▶ [About this task]: Look below. Copy each line that has "Laboral" in it.

(Recorded data)
• • • • •

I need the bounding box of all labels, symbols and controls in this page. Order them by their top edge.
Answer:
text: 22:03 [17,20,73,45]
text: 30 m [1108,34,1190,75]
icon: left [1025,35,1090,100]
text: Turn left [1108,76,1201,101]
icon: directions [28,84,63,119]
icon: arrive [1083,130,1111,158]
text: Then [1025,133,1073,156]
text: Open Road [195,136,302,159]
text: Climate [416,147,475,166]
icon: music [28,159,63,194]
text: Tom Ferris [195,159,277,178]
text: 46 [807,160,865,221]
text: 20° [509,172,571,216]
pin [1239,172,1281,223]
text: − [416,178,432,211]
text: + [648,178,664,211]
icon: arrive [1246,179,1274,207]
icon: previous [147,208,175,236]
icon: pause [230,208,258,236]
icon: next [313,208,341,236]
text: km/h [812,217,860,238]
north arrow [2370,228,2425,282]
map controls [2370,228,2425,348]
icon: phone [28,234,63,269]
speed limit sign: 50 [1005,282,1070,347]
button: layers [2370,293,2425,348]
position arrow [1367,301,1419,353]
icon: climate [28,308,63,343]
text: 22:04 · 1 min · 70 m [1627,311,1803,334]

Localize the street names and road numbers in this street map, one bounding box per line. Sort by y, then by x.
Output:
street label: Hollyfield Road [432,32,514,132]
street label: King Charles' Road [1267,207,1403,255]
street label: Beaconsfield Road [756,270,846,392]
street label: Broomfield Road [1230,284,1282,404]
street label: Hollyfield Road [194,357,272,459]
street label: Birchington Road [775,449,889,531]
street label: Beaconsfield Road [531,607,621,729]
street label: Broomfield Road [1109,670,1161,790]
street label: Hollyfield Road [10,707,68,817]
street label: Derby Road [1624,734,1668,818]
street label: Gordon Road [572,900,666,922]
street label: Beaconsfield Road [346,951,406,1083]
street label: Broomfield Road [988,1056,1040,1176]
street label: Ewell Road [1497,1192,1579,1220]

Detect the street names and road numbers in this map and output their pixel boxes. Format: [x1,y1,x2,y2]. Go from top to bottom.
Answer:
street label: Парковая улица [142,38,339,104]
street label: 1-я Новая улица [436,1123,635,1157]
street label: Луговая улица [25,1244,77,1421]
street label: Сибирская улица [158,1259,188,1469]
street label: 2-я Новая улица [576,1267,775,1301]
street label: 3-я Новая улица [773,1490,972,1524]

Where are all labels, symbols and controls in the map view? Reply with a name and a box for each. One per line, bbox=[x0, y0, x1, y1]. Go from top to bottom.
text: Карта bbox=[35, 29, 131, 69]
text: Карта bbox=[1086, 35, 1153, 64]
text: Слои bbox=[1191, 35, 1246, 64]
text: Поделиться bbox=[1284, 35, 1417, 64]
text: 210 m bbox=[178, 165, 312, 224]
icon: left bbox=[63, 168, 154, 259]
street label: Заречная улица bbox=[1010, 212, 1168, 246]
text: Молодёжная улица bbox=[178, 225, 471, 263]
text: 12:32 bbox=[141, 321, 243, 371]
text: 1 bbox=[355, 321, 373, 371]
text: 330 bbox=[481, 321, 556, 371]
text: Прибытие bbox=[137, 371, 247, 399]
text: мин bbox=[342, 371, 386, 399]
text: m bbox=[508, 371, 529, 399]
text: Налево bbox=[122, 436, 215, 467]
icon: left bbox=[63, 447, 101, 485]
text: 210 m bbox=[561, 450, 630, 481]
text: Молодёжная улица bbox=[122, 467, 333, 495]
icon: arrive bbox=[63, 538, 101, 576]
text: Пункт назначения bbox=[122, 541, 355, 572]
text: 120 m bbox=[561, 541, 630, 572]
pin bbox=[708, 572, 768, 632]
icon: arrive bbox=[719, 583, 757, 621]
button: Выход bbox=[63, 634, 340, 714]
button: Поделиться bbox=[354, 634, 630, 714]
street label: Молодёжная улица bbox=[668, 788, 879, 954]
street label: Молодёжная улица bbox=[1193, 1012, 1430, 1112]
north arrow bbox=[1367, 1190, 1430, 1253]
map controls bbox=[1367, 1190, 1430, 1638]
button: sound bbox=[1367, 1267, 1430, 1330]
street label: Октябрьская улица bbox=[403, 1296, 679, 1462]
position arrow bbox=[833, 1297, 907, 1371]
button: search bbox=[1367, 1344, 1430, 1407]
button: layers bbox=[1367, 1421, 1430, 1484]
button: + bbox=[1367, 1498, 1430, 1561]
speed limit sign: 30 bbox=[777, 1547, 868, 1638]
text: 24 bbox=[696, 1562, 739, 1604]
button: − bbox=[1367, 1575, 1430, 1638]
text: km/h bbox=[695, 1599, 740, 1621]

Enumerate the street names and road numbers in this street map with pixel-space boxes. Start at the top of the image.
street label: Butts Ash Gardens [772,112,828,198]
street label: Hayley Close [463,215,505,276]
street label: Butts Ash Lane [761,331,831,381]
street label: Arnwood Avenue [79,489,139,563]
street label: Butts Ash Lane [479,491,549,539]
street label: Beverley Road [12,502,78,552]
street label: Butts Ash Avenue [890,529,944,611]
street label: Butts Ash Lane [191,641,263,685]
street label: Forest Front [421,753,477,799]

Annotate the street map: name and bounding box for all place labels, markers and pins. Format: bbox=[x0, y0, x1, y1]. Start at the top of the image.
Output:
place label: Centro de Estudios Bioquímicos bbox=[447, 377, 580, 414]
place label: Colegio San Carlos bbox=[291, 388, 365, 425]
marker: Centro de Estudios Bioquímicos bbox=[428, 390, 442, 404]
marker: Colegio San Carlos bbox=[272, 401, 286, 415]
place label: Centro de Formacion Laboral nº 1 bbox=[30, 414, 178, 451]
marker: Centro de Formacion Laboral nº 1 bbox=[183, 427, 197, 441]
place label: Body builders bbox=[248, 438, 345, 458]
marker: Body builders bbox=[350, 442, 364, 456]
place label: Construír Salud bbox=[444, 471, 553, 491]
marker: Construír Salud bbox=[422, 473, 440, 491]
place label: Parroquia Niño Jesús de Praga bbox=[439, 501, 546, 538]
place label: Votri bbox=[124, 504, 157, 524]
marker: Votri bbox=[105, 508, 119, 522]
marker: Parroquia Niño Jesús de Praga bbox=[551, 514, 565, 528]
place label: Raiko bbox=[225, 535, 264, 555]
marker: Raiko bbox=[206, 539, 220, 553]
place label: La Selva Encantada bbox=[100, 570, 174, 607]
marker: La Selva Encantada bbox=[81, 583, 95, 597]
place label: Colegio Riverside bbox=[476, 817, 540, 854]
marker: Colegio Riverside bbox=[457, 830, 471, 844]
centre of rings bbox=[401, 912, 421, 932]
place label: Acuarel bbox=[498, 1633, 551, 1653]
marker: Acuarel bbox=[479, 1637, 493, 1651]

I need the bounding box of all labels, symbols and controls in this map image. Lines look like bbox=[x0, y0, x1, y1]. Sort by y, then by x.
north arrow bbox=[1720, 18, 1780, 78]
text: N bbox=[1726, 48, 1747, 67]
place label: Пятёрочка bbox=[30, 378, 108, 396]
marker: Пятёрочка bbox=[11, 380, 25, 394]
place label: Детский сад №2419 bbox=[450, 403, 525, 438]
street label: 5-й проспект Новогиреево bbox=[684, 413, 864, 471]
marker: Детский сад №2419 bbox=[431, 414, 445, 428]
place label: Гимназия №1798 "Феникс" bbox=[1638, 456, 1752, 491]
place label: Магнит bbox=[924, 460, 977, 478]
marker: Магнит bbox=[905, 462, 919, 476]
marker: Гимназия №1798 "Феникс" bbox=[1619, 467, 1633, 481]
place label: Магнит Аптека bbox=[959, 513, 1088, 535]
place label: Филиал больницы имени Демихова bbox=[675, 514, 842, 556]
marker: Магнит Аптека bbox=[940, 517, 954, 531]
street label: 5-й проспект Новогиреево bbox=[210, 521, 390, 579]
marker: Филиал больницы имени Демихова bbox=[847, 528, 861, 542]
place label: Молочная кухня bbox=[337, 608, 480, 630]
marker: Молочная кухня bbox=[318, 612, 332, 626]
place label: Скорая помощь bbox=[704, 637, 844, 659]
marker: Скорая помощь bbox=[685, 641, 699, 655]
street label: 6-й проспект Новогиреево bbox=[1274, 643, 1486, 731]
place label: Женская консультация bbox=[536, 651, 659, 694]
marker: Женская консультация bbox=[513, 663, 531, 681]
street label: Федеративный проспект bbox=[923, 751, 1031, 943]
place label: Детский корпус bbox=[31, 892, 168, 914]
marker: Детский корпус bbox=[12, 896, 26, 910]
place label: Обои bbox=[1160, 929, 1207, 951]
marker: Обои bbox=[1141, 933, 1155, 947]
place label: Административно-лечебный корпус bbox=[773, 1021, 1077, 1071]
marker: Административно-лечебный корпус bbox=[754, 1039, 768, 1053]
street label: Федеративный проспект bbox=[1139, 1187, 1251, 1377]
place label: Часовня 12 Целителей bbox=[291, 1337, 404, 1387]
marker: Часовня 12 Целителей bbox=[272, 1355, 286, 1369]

• • • • •

▶ [Result below]:
place label: Centro de Formacion Laboral nº 1 bbox=[30, 414, 178, 451]
marker: Centro de Formacion Laboral nº 1 bbox=[183, 427, 197, 441]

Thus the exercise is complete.